Marvin Addison wrote:
/can/ the servlet (or one of the filters)
do anything that would cause the value of "name1" to /not/ be a correct Java
"TÜV" string in the servlet ?
Yes, absolutely. If this is a posted value and some filter fires that
coerces the encoding (e.g. request.getParameter() in the case of POST)
of the request, all subsequent filters and the servlet will see the
string in the encoding of the first filter. This is why it's
important to set the encoding as early in the servlet processing
pipeline as possible.
Thank you for the answer.
For your particular case it's hard to imagine an encoding in practice
that would make that string appear incorrectly. Both iso-8859-1 and
utf-8 should handle Ü correctly.
I don't think that's true. A "Ü" in iso-8859-1 is a single byte (\xDC). In Unicode/UTF-8
encoding, it is 2 bytes (\xC39C). (The Unicode codepoint of "Ü" is 00DC (hex), but that's
a different matter.)
So if the servlet reads a parameter from the post, thinking the post is UTF-8 while it is
really iso-8859-1, and this parameter is a "Ü", the servlet will read 2 bytes, getting
\xDC and whichever byte follows it, and get garbage, because \xDC followed by any other
byte is probably not valid UTF-8.
On the other hand, if the servlet reads a parameter from the post, thinking the post is
iso-8859-1 while it is really UTF-8, and this parameter is a "Ü", the servlet will read a
single byte (\xC3), which will be converted to the Java Unicode character with codepoint
00C3 (hex), which is a capital A tilde (can't even type that on my German keyboard).
In fact, this is what happens in reality :
We have a html page, defined as being content-type="text/html; charset=UTF-8".
It is saved as UTF-8, by a Unicode-savvy editor.
It is received by the browser, and the browser (IE or Firefox) says that the document is
UTF-8.
The page contains a <form> tag, which contains an enctype="UTF-8" attribute.
The form contains an input text box, in which the user types a "Ü" and then
submits the form.
In the normal configuration of the target webapp, there are
filter1
filter2
servlet
(in that order).
servlet reads the post parameters and the servlet gets garbage instead of the Java string
"Ü".
If we remove filter1 and filter2, leaving servlet alone, then servlet reads the proper
"Ü".
In we re-instate filter1 and filter2, and in filter2 (the only piece of which I control
the code), I add an early call to
request.setCharacterEncoding("UTF-8");
then servlet gets the correct string.
Who is "responsible" for setting the request character set ? In my naive understanding, I
thought that whenever a method call happens which requires parsing the request body, and
if by that time the request encoding has not been set explicitly, it would be Tomcat code
which would evaluate the circumstances and set the encoding appropriately.
Such as :
- default is iso-8859-1 (as per HTTP default)

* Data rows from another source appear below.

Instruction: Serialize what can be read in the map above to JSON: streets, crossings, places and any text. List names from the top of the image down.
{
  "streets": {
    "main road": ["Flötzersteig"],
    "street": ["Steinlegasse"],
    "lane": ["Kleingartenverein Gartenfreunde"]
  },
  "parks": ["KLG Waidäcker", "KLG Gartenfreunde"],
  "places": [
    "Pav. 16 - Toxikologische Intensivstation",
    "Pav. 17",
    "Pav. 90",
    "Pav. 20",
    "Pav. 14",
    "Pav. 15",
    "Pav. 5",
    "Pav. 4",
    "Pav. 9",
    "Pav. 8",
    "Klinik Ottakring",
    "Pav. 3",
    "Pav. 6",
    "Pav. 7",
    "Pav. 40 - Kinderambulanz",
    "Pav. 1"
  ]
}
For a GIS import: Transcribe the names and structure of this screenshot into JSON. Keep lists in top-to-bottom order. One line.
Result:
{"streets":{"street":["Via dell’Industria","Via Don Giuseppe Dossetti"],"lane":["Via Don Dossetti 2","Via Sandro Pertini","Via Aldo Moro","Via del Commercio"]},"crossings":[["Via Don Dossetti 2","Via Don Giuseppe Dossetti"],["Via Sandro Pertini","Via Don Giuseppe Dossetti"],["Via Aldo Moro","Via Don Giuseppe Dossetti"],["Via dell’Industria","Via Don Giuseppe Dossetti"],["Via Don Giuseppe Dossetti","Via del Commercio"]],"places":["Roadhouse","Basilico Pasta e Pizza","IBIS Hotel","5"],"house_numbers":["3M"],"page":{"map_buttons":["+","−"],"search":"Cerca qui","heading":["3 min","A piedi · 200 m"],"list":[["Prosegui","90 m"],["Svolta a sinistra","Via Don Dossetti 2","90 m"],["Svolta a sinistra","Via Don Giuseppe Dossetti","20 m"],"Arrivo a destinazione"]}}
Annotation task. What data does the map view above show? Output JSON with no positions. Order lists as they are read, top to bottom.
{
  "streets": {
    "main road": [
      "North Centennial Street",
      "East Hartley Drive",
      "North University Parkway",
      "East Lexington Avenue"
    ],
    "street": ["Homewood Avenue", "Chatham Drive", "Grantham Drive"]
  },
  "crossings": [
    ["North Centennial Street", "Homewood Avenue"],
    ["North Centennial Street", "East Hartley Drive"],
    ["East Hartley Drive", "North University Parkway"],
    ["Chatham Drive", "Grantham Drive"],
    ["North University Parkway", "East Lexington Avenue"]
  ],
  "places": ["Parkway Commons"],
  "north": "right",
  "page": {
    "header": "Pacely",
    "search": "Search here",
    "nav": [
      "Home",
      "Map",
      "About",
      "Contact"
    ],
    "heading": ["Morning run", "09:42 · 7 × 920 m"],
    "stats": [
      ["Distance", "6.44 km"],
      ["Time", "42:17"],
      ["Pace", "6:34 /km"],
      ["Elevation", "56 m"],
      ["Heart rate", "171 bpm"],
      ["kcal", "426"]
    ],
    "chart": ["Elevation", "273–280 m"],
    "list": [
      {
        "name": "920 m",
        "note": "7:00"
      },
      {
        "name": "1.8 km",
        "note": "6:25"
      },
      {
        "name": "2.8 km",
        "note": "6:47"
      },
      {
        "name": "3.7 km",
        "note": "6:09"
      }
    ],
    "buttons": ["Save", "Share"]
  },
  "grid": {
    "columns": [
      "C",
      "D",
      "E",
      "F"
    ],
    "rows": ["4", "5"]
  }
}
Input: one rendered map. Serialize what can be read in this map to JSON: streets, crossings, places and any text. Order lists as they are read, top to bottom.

- but if the request somehow says otherwise (*), then whatever the request says.
((*) which for a POST it should always do, no ?)
Is that a wrong understanding ?
(I read the Servlet Spec v 3.0, section 3.10, but I am still not sure)
filter2 contain calls, in that order, to
- config.getInitParameter
- optionally, for testing : request.setCharacterEncoding("UTF-8")
- request.getRequestURL
- request.getQueryString
- request.getRemoteAddr
- request.getHeaderNames
- request.getHeader
- request.getAttributeNames
.. and, finally, a
- request.getParameter
Is it then the responsibility of filter2 to set the request encoding ?
Should the optional request.setCharacterEncoding become mandatory ?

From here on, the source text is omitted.